PROBLEM STATEMENT ▸
Copy every line of the entries that has the string "Bambú" in it.
◆ ◆ ◆
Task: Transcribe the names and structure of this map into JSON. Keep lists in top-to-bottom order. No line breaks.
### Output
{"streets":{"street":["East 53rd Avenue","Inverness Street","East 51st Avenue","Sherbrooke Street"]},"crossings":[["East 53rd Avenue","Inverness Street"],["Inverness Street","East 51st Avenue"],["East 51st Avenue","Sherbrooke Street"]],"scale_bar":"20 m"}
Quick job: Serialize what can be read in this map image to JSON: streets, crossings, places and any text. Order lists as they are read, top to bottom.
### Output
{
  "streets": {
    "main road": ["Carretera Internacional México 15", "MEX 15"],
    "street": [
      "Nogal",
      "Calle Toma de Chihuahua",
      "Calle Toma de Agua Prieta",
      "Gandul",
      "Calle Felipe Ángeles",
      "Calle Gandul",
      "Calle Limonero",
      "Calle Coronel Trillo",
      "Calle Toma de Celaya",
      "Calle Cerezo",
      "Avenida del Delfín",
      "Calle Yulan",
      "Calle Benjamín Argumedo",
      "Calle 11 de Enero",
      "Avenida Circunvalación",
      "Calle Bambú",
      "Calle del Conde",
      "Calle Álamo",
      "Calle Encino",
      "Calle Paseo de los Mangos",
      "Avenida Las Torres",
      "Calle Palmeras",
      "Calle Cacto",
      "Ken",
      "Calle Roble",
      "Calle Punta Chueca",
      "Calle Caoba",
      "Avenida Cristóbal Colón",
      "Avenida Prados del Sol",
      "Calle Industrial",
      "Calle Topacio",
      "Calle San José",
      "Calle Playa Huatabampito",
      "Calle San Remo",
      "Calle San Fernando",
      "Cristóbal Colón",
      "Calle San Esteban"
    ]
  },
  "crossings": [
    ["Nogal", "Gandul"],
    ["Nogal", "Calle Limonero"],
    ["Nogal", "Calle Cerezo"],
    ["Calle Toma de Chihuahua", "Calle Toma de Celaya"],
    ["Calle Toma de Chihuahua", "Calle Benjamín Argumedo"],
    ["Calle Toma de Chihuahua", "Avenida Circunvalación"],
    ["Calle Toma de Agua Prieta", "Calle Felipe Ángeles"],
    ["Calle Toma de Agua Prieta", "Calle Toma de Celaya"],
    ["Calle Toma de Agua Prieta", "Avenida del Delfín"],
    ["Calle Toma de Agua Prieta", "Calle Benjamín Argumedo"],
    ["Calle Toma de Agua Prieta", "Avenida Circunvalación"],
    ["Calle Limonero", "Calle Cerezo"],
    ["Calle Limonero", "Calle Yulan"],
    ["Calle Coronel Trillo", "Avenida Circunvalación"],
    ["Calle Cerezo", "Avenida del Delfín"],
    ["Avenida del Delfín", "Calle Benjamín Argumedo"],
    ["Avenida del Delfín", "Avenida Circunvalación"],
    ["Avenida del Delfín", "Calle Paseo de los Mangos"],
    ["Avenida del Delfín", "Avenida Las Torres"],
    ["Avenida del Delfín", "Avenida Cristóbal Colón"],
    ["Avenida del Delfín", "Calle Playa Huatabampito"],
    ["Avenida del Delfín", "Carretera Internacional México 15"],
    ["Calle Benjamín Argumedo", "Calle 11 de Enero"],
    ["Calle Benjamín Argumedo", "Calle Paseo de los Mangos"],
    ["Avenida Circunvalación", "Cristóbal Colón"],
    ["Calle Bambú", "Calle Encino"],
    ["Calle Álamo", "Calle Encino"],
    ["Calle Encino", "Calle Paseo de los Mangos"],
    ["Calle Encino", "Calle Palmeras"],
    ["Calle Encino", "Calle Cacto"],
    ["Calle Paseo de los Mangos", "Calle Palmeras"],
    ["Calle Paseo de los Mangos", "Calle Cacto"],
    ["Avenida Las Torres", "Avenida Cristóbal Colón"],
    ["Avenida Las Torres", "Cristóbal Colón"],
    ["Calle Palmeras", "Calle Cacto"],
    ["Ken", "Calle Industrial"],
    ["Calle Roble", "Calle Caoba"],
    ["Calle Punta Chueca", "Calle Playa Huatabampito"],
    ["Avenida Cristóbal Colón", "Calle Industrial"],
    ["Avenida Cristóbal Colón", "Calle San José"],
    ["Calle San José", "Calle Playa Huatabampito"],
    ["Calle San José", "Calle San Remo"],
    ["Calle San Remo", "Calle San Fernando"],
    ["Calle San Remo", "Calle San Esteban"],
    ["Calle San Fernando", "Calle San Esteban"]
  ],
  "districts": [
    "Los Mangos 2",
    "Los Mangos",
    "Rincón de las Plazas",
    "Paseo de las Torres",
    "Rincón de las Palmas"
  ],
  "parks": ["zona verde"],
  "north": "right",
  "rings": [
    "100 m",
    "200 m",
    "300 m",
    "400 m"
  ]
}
◆ ◆ ◆
OUTPUT FOR THIS EXERCISE ▸
      "Calle Bambú",
    ["Calle Bambú", "Calle Encino"],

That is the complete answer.